Freely floating cylinder on a 3D fluid governed by the Boussinesq equations in the axisymmetric without swirl case

TL;DR

This paper models the interaction between waves governed by the Boussinesq equations and a floating cylindrical structure in an axisymmetric, swirl-free setting, introducing a new augmented PDE-ODE formulation and analyzing decay rates.

Contribution

It develops a novel augmented formulation combining PDEs and ODEs for wave-structure interaction and proves well-posedness and decay properties in the linear regime.

Findings

Established well-posedness of the augmented formulation

Derived explicit decay rates for the return to equilibrium

Extended previous results on wave-structure interaction dynamics

Abstract

This paper deals with the interactions of waves governed by a non-linear dispersive Boussinesq type system with the vertical displacement of a cylindrical floating structure in an axisymmetric without swirl situation.

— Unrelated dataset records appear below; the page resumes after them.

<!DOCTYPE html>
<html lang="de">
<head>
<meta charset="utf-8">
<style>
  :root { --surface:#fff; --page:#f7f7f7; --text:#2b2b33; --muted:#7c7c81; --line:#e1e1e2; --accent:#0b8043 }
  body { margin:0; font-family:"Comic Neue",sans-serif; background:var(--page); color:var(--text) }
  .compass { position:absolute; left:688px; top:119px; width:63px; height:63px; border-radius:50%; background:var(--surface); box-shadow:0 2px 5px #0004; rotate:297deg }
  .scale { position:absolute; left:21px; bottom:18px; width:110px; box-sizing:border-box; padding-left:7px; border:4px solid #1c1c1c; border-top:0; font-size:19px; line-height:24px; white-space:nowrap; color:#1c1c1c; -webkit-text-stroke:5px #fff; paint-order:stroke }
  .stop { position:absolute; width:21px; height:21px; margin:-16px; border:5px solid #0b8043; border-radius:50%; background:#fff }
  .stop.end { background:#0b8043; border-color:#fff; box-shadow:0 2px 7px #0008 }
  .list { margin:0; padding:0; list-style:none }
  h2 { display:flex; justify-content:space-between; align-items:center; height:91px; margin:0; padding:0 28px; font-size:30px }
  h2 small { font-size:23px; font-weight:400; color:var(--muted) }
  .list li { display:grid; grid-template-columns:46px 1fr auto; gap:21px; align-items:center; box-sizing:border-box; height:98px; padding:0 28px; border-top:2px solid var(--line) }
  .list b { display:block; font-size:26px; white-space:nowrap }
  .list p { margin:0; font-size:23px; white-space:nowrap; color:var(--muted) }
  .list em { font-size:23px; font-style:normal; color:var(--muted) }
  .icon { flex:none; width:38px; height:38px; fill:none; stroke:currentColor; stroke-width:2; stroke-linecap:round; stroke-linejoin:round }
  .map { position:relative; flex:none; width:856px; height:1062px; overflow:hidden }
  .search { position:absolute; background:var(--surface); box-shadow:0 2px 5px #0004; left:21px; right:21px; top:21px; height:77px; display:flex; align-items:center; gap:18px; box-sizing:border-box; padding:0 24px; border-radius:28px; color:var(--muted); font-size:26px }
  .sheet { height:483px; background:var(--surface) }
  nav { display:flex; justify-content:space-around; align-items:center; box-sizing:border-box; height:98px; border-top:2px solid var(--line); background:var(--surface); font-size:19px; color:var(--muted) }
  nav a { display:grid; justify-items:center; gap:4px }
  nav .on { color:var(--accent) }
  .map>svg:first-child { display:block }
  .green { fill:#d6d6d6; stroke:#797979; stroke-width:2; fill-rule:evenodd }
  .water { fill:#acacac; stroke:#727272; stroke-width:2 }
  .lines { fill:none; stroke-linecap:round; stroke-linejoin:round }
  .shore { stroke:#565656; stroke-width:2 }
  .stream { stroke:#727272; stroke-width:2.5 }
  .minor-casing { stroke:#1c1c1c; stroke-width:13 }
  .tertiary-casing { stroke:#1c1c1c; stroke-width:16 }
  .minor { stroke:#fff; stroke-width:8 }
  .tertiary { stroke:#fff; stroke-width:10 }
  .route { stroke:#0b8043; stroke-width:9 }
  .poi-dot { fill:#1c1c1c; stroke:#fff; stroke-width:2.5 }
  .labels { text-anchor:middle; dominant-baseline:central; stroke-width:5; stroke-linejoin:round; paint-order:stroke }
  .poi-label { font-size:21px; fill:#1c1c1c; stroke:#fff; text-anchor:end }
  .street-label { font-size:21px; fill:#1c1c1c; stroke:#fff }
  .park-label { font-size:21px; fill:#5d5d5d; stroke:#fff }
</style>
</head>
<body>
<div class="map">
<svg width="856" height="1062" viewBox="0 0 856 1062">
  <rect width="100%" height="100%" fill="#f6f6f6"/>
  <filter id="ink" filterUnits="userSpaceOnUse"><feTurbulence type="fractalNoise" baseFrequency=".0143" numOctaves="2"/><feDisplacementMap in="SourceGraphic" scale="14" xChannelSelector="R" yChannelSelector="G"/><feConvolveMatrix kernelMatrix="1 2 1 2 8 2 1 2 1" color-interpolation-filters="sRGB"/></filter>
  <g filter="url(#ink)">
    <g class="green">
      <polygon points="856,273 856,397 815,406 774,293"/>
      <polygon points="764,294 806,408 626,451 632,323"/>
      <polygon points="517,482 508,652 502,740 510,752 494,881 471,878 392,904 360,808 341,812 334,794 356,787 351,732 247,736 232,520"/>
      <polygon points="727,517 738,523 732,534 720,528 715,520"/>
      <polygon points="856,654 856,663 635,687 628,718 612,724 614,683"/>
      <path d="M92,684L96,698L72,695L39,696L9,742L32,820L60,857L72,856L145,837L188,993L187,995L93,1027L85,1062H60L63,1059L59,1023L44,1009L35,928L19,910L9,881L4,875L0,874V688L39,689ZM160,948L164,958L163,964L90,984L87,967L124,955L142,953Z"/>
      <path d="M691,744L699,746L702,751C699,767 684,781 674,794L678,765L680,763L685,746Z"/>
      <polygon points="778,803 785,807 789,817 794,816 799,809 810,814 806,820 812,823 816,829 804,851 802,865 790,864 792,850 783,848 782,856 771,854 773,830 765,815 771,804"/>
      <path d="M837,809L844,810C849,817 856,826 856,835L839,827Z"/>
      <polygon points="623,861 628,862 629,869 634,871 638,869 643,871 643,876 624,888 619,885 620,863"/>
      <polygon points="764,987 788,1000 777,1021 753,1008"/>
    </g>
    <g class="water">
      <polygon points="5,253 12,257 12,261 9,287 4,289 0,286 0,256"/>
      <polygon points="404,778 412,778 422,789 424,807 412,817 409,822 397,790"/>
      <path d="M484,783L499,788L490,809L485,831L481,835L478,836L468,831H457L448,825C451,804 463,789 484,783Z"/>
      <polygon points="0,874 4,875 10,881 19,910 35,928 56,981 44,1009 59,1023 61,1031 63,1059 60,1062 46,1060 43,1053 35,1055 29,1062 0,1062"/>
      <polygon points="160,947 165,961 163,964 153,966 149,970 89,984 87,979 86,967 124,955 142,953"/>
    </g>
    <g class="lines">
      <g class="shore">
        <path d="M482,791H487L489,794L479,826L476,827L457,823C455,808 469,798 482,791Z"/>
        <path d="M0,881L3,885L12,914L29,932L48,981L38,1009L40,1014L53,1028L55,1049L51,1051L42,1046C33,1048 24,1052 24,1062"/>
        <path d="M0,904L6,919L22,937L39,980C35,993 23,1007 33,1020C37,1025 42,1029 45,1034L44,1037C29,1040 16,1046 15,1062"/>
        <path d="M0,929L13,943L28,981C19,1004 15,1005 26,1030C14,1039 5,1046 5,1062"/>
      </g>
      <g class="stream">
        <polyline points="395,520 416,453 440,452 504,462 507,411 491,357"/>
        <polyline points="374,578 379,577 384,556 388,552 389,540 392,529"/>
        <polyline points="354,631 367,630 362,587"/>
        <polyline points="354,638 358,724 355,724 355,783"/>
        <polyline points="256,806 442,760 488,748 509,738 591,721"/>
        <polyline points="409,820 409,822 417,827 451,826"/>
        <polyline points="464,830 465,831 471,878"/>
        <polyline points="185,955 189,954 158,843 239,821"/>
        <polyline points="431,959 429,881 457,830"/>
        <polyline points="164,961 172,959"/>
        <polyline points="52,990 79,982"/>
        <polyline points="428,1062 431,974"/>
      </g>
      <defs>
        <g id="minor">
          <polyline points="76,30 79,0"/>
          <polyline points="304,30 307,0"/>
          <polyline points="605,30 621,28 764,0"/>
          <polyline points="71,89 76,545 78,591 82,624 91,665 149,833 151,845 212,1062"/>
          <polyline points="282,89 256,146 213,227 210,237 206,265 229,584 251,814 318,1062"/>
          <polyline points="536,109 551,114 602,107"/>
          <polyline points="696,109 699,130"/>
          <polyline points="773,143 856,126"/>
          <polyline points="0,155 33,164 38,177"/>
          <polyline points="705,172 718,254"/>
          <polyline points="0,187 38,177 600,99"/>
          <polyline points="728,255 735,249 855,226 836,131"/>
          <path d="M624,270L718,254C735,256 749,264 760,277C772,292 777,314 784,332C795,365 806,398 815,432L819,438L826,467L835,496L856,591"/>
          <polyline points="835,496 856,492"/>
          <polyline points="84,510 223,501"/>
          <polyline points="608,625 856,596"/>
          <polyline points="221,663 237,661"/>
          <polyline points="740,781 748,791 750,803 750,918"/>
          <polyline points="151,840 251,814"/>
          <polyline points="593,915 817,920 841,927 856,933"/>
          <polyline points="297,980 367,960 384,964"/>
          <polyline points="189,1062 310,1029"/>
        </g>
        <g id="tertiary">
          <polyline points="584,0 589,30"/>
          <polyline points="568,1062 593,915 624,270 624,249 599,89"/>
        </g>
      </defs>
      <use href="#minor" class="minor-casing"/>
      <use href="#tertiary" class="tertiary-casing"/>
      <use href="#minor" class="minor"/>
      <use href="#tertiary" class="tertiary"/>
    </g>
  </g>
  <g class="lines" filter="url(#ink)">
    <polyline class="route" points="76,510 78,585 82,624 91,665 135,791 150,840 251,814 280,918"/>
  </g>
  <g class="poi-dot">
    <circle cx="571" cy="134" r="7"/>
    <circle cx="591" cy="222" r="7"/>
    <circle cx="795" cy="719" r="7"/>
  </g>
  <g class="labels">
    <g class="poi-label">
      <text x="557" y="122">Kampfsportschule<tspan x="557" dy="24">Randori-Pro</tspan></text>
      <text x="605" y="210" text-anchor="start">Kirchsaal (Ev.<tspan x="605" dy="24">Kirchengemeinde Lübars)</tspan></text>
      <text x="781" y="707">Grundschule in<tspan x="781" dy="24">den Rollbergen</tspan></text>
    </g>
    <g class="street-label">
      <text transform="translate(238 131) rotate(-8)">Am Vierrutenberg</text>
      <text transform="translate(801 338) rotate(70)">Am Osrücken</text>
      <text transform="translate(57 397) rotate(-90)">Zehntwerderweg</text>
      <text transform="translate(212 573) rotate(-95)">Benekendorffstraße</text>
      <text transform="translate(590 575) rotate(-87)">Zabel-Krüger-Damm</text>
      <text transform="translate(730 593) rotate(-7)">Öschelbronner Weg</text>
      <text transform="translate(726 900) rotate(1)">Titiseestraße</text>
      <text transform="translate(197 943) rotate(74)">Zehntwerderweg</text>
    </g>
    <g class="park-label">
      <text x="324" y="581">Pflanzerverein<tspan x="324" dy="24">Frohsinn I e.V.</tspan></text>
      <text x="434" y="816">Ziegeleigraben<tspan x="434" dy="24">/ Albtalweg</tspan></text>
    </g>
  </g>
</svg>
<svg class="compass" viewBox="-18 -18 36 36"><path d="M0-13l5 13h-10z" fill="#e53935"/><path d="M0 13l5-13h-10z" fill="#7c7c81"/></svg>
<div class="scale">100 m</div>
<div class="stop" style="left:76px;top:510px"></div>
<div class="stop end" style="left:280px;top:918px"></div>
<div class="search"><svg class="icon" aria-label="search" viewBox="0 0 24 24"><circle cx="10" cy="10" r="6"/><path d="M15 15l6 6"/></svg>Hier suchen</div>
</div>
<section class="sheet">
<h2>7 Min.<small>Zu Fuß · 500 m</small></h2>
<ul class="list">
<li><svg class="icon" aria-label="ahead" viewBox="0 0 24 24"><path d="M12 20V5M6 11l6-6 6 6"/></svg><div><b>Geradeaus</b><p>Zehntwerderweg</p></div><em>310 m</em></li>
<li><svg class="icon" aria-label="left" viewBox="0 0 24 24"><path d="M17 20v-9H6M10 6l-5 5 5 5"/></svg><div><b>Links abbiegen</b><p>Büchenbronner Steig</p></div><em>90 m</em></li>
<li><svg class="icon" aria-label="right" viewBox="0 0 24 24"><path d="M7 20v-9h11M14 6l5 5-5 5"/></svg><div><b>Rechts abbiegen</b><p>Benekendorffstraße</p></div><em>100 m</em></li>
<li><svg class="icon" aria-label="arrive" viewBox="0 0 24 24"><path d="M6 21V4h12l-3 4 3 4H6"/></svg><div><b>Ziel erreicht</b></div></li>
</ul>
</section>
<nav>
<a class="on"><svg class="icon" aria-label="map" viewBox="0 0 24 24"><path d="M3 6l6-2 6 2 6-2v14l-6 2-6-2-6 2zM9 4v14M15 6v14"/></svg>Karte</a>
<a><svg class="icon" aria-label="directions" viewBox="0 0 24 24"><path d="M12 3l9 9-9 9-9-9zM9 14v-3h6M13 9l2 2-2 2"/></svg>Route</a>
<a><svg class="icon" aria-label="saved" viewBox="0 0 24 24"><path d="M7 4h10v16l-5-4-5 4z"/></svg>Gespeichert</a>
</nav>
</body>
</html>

The Boussinesq regime is a good approximation of free surface Euler's equations when the non-linear parameter and the shallowness parameter are small. The vertical motion of the floating body is governed by the Newton equation. The full coupled wave-structure interaction problem under consideration is reduced to a boundary problem. The boundary condition satisfied by the discharge is given in terms of the vertical displacement of the floating cylinder. The latter is calculated using an ODE, which requires knowledge of the trace of the surface elevation and its second-time derivative. We use the dispersion in order to exhibit a hidden second order ODE on the trace of the surface elevation. This finally allows us to rewrite the waves-structure interaction problem as a system of non-local conservative PDEs plus bounded radial terms with a dispersive boundary layer, combined with an ODE at the boundary. This is what we call the Augmented formulation. Afterwards we showed that this formulation is well-posed with two different methods. Finally, we study the return to equilibrium situation in the linear regime. In particular, we improved previous results on the explicit time decay. We showed that the center mass of the floating body cannot converge to its equilibrium faster than $\mathcal{O}(t^{-1/2})$ in 2D without viscosity and faster than $\mathcal{O}(t^{-3/2})$ with viscosity.